Le tour de France vu par un auteur mexicain
« Mort contre la montre » permet de s’insinuer dans les coulisses d’une compétition vedette du cyslisme mondial, le tour de France, un calvaire, un chemin de croix pour tous les coureurs des leaders jusqu’au dernier du peloton. Jorge Zepeda Patterson met en scène un franco-colombien né à Medellin, d’un père militaire français et d’une mère colombienne – Marc Moreau – qui trouve son salut dans le cyclisme en devenant « gregario », celui qui se sacrifie pour faire gagner le leader. L’éternel oublié, celui qui ne portera jamais le maillot jaune.

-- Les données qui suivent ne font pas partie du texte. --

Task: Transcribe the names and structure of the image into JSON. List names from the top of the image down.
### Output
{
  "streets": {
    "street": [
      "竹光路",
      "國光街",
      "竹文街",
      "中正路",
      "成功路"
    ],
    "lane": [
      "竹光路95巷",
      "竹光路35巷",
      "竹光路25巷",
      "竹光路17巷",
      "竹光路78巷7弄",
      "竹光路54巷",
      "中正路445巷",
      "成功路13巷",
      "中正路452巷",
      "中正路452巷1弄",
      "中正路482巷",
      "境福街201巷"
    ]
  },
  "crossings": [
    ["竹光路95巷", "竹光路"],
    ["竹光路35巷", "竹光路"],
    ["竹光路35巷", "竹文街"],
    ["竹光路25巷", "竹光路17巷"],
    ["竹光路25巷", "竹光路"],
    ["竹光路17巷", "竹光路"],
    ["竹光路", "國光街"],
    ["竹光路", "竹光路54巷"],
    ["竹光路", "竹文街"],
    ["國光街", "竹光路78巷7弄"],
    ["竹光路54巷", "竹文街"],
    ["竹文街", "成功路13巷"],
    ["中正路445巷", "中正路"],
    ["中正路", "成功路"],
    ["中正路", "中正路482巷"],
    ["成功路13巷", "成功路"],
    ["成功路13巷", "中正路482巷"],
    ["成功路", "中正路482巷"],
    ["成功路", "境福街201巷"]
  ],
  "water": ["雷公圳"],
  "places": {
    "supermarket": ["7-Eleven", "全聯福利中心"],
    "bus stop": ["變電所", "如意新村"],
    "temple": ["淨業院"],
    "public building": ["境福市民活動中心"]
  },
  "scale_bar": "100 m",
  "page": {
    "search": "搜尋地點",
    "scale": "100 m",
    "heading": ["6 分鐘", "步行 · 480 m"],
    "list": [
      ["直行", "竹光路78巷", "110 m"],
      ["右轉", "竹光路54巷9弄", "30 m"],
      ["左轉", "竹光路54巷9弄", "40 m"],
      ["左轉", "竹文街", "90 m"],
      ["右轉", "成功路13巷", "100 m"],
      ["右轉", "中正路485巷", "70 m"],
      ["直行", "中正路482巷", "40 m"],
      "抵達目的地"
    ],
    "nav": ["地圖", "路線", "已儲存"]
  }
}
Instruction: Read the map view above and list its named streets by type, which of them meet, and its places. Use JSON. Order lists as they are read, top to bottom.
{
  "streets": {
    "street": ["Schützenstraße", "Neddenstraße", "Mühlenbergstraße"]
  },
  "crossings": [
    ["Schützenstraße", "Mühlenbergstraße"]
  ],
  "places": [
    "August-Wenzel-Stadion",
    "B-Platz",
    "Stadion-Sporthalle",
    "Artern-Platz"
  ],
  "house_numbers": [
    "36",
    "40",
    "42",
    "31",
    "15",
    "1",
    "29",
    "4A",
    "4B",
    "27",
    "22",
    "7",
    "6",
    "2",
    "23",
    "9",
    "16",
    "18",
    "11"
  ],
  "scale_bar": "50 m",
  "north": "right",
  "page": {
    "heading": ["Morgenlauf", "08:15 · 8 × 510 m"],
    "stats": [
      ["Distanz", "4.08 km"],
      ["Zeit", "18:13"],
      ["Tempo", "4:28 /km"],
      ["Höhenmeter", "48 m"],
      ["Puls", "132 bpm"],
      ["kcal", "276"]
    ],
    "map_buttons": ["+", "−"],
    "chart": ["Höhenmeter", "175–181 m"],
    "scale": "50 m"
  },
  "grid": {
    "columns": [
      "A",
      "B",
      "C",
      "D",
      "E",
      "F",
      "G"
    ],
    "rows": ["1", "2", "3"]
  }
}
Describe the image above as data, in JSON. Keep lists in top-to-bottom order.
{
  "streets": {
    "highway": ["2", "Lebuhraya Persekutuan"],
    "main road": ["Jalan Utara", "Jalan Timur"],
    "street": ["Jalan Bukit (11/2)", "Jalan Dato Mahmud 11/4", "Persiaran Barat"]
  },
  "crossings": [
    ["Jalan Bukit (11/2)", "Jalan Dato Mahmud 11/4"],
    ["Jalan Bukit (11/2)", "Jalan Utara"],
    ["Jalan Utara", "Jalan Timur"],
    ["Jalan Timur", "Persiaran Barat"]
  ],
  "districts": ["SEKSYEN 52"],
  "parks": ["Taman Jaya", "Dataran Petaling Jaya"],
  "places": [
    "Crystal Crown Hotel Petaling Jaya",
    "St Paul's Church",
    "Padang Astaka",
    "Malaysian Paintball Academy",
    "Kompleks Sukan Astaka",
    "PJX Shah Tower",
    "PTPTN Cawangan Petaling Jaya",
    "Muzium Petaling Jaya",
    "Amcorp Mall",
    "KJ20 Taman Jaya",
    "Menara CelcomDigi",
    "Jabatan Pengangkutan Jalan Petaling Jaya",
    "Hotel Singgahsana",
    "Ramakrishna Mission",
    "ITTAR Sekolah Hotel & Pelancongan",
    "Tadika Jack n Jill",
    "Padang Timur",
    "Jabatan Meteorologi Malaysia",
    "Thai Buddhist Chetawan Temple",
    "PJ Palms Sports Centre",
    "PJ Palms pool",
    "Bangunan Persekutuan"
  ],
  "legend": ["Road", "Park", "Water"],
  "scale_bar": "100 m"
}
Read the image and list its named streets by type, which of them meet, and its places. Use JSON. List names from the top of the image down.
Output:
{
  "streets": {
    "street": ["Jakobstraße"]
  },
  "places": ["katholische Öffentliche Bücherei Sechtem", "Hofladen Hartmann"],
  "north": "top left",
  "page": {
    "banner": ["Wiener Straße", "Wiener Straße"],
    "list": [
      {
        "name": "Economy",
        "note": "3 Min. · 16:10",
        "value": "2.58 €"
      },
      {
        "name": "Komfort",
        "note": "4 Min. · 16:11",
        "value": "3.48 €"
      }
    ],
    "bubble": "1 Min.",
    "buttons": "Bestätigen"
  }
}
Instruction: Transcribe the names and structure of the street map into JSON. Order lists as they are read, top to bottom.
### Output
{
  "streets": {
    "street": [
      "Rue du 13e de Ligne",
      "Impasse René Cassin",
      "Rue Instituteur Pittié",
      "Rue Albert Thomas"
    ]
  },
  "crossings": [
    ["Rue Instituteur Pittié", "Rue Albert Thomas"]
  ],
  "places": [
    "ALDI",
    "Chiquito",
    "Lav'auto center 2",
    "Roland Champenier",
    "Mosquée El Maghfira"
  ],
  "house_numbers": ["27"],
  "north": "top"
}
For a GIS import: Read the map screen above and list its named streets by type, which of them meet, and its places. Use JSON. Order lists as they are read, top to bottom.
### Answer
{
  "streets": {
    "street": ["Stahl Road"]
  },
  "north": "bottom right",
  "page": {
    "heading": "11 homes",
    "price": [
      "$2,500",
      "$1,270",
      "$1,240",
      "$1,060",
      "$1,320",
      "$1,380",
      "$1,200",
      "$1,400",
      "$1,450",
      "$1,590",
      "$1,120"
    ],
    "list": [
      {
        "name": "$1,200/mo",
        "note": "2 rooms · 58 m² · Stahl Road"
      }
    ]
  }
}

Pour ce tour des incidents se multiplient : chute massive du peloton mais surtout des assassinats. Qui veut détruire les équipes adverses pour gagner ? L’ex caporal Moreau est sollicité, par la police, pour mener l’enquête. A chaque étape, à partir de la septième, il fait le compte des suspects et du classement général, manière de maintenir l’intérêt et suivre la routine des coureurs, massage, repose, entraînement, fatigue et volonté de poursuivre.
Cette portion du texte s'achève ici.